(Stored data entries)
****
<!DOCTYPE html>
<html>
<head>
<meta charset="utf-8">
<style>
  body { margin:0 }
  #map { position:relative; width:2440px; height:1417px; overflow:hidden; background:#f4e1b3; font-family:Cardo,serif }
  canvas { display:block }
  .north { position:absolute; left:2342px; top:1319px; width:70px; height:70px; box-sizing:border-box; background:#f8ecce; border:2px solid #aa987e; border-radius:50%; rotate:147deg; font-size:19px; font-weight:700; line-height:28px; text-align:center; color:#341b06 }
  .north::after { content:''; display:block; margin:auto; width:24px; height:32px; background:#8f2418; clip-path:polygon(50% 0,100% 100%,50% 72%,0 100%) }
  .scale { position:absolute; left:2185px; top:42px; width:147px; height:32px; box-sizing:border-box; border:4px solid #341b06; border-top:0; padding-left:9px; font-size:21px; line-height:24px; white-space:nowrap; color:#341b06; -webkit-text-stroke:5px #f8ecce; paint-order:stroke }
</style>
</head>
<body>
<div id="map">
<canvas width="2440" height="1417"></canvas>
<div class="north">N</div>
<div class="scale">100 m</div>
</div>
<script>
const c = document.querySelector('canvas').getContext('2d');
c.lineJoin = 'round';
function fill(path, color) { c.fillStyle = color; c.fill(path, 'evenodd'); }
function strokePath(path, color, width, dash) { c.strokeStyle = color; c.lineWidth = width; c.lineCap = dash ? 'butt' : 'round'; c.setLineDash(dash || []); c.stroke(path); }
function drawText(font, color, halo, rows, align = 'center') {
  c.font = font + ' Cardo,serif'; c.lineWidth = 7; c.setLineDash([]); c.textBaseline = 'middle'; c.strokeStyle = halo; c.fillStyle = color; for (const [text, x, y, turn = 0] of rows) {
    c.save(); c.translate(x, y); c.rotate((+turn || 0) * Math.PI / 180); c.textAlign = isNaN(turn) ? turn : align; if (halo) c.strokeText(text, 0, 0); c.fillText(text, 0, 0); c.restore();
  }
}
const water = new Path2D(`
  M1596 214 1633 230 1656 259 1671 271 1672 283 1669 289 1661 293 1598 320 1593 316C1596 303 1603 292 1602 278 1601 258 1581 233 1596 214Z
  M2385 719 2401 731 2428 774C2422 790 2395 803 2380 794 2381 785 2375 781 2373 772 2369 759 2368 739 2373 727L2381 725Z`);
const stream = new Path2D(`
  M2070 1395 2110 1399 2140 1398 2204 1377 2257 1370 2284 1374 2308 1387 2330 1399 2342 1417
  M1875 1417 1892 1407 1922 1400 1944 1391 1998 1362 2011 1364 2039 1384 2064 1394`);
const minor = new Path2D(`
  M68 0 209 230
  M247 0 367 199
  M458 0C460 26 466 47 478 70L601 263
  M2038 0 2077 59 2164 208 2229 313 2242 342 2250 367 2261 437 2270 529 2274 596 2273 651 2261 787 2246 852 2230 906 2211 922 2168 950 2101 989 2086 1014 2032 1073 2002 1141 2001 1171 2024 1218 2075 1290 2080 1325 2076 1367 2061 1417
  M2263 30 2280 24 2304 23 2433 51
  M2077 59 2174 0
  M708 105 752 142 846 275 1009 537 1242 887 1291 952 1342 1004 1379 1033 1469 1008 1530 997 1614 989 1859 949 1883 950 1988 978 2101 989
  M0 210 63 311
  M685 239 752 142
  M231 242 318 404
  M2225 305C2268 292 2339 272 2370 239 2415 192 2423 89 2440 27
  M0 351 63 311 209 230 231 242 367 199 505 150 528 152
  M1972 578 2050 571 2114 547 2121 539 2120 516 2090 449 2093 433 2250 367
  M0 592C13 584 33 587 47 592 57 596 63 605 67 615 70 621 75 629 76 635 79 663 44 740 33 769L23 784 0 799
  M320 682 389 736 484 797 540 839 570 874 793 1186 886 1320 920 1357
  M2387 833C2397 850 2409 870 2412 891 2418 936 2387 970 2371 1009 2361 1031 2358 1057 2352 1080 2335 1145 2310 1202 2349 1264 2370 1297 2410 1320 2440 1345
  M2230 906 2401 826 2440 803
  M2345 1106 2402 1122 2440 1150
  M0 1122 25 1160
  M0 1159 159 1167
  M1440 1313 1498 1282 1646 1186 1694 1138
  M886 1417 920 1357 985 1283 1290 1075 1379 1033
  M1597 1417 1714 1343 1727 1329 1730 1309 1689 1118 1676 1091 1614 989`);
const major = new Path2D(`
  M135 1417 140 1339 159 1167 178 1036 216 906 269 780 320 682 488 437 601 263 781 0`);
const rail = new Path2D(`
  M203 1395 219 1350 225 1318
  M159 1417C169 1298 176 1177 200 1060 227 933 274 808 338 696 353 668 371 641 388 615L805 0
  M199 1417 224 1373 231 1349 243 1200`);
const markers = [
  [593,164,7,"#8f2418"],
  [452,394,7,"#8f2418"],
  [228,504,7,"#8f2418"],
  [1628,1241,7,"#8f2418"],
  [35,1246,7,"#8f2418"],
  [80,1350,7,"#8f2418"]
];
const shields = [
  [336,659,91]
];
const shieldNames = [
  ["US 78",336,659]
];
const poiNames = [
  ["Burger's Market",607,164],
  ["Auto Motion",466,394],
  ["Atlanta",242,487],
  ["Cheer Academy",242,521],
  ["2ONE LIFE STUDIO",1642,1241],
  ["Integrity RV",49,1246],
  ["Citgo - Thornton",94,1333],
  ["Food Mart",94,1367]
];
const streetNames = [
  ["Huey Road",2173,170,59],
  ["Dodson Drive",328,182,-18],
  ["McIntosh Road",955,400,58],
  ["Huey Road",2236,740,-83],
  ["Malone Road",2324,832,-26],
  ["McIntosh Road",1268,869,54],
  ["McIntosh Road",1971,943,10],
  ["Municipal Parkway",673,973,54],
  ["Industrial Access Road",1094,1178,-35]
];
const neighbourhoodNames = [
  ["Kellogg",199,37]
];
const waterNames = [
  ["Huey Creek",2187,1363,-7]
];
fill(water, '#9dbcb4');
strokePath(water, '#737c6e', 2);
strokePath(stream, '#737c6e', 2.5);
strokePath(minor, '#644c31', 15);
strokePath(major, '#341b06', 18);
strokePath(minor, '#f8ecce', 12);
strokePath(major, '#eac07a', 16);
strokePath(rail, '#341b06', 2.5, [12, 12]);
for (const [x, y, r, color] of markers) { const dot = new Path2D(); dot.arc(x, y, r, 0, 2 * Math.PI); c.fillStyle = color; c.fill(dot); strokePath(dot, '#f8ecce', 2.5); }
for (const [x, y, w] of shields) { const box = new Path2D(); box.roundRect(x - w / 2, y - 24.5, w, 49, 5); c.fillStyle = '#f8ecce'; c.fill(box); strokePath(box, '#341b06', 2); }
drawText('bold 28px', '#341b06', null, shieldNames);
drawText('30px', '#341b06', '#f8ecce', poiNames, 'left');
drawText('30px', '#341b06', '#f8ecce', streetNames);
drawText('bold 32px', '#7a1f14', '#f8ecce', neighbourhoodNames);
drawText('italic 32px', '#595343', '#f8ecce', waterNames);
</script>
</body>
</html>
****
#### Work to be completed:
Reproduce, word for word and in full, only the lines above that start at the line with "M1597 1417 1714" and run through the line with "drawText('bold 28px', '#341b06', null, shieldNames);", both ends included.

#### Written solution:
  M1597 1417 1714 1343 1727 1329 1730 1309 1689 1118 1676 1091 1614 989`);
const major = new Path2D(`
  M135 1417 140 1339 159 1167 178 1036 216 906 269 780 320 682 488 437 601 263 781 0`);
const rail = new Path2D(`
  M203 1395 219 1350 225 1318
  M159 1417C169 1298 176 1177 200 1060 227 933 274 808 338 696 353 668 371 641 388 615L805 0
  M199 1417 224 1373 231 1349 243 1200`);
const markers = [
  [593,164,7,"#8f2418"],
  [452,394,7,"#8f2418"],
  [228,504,7,"#8f2418"],
  [1628,1241,7,"#8f2418"],
  [35,1246,7,"#8f2418"],
  [80,1350,7,"#8f2418"]
];
const shields = [
  [336,659,91]
];
const shieldNames = [
  ["US 78",336,659]
];
const poiNames = [
  ["Burger's Market",607,164],
  ["Auto Motion",466,394],
  ["Atlanta",242,487],
  ["Cheer Academy",242,521],
  ["2ONE LIFE STUDIO",1642,1241],
  ["Integrity RV",49,1246],
  ["Citgo - Thornton",94,1333],
  ["Food Mart",94,1367]
];
const streetNames = [
  ["Huey Road",2173,170,59],
  ["Dodson Drive",328,182,-18],
  ["McIntosh Road",955,400,58],
  ["Huey Road",2236,740,-83],
  ["Malone Road",2324,832,-26],
  ["McIntosh Road",1268,869,54],
  ["McIntosh Road",1971,943,10],
  ["Municipal Parkway",673,973,54],
  ["Industrial Access Road",1094,1178,-35]
];
const neighbourhoodNames = [
  ["Kellogg",199,37]
];
const waterNames = [
  ["Huey Creek",2187,1363,-7]
];
fill(water, '#9dbcb4');
strokePath(water, '#737c6e', 2);
strokePath(stream, '#737c6e', 2.5);
strokePath(minor, '#644c31', 15);
strokePath(major, '#341b06', 18);
strokePath(minor, '#f8ecce', 12);
strokePath(major, '#eac07a', 16);
strokePath(rail, '#341b06', 2.5, [12, 12]);
for (const [x, y, r, color] of markers) { const dot = new Path2D(); dot.arc(x, y, r, 0, 2 * Math.PI); c.fillStyle = color; c.fill(dot); strokePath(dot, '#f8ecce', 2.5); }
for (const [x, y, w] of shields) { const box = new Path2D(); box.roundRect(x - w / 2, y - 24.5, w, 49, 5); c.fillStyle = '#f8ecce'; c.fill(box); strokePath(box, '#341b06', 2); }
drawText('bold 28px', '#341b06', null, shieldNames);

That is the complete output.